* PROMPT *
Below are the records; print them all without any alteration.

___ DATA FOR THE TASK

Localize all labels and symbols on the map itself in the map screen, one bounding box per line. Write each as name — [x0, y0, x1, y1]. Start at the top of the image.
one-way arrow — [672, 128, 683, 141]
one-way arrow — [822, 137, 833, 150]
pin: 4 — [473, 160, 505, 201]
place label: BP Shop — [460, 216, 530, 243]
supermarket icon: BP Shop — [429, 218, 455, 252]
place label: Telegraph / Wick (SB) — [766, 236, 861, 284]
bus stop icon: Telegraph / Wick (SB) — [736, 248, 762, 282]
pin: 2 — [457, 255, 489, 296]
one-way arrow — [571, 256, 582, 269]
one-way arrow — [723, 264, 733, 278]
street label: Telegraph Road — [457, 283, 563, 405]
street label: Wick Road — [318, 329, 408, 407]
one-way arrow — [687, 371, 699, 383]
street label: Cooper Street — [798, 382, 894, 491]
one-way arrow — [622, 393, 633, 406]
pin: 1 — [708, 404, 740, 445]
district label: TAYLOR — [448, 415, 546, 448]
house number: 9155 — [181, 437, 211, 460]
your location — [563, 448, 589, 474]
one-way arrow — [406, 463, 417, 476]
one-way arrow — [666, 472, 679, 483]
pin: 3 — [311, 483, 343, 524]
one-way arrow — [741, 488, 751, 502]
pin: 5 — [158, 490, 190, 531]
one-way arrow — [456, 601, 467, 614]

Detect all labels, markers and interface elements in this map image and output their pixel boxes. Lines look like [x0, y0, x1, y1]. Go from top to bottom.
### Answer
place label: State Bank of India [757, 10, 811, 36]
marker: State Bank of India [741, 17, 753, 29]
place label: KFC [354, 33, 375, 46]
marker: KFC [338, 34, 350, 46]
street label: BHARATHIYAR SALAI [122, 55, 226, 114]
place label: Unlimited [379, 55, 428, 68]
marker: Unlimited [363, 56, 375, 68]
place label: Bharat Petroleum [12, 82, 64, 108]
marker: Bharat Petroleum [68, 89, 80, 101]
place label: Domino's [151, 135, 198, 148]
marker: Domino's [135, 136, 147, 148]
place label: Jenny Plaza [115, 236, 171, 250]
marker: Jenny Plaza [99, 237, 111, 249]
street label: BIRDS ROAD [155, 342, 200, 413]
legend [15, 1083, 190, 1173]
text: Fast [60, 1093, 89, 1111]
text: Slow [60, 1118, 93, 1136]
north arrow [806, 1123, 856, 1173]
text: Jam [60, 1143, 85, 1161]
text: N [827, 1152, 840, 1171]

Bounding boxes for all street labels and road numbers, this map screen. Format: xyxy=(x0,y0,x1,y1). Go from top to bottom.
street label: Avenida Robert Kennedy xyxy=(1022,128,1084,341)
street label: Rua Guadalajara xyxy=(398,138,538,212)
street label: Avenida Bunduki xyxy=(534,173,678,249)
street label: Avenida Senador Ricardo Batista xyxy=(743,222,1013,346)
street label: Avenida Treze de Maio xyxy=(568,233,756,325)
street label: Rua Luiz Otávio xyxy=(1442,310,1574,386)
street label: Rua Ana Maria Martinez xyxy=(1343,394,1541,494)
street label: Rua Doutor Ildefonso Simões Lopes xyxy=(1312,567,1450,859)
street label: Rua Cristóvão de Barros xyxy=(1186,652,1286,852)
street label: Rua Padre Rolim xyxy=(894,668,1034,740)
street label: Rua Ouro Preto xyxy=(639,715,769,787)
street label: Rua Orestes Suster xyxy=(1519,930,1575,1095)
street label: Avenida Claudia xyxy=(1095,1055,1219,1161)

______

* REPLY TO THE EXERCISE *
Localize all labels and symbols on the map itself in the map screen, one bounding box per line. Write each as name — [x0, y0, x1, y1]. Start at the top of the image.
one-way arrow — [672, 128, 683, 141]
one-way arrow — [822, 137, 833, 150]
pin: 4 — [473, 160, 505, 201]
place label: BP Shop — [460, 216, 530, 243]
supermarket icon: BP Shop — [429, 218, 455, 252]
place label: Telegraph / Wick (SB) — [766, 236, 861, 284]
bus stop icon: Telegraph / Wick (SB) — [736, 248, 762, 282]
pin: 2 — [457, 255, 489, 296]
one-way arrow — [571, 256, 582, 269]
one-way arrow — [723, 264, 733, 278]
street label: Telegraph Road — [457, 283, 563, 405]
street label: Wick Road — [318, 329, 408, 407]
one-way arrow — [687, 371, 699, 383]
street label: Cooper Street — [798, 382, 894, 491]
one-way arrow — [622, 393, 633, 406]
pin: 1 — [708, 404, 740, 445]
district label: TAYLOR — [448, 415, 546, 448]
house number: 9155 — [181, 437, 211, 460]
your location — [563, 448, 589, 474]
one-way arrow — [406, 463, 417, 476]
one-way arrow — [666, 472, 679, 483]
pin: 3 — [311, 483, 343, 524]
one-way arrow — [741, 488, 751, 502]
pin: 5 — [158, 490, 190, 531]
one-way arrow — [456, 601, 467, 614]

Detect all labels, markers and interface elements in this map image and output their pixel boxes. Lines look like [x0, y0, x1, y1]. Go from top to bottom.
### Answer
place label: State Bank of India [757, 10, 811, 36]
marker: State Bank of India [741, 17, 753, 29]
place label: KFC [354, 33, 375, 46]
marker: KFC [338, 34, 350, 46]
street label: BHARATHIYAR SALAI [122, 55, 226, 114]
place label: Unlimited [379, 55, 428, 68]
marker: Unlimited [363, 56, 375, 68]
place label: Bharat Petroleum [12, 82, 64, 108]
marker: Bharat Petroleum [68, 89, 80, 101]
place label: Domino's [151, 135, 198, 148]
marker: Domino's [135, 136, 147, 148]
place label: Jenny Plaza [115, 236, 171, 250]
marker: Jenny Plaza [99, 237, 111, 249]
street label: BIRDS ROAD [155, 342, 200, 413]
legend [15, 1083, 190, 1173]
text: Fast [60, 1093, 89, 1111]
text: Slow [60, 1118, 93, 1136]
north arrow [806, 1123, 856, 1173]
text: Jam [60, 1143, 85, 1161]
text: N [827, 1152, 840, 1171]

Bounding boxes for all street labels and road numbers, this map screen. Format: xyxy=(x0,y0,x1,y1). Go from top to bottom.
street label: Avenida Robert Kennedy xyxy=(1022,128,1084,341)
street label: Rua Guadalajara xyxy=(398,138,538,212)
street label: Avenida Bunduki xyxy=(534,173,678,249)
street label: Avenida Senador Ricardo Batista xyxy=(743,222,1013,346)
street label: Avenida Treze de Maio xyxy=(568,233,756,325)
street label: Rua Luiz Otávio xyxy=(1442,310,1574,386)
street label: Rua Ana Maria Martinez xyxy=(1343,394,1541,494)
street label: Rua Doutor Ildefonso Simões Lopes xyxy=(1312,567,1450,859)
street label: Rua Cristóvão de Barros xyxy=(1186,652,1286,852)
street label: Rua Padre Rolim xyxy=(894,668,1034,740)
street label: Rua Ouro Preto xyxy=(639,715,769,787)
street label: Rua Orestes Suster xyxy=(1519,930,1575,1095)
street label: Avenida Claudia xyxy=(1095,1055,1219,1161)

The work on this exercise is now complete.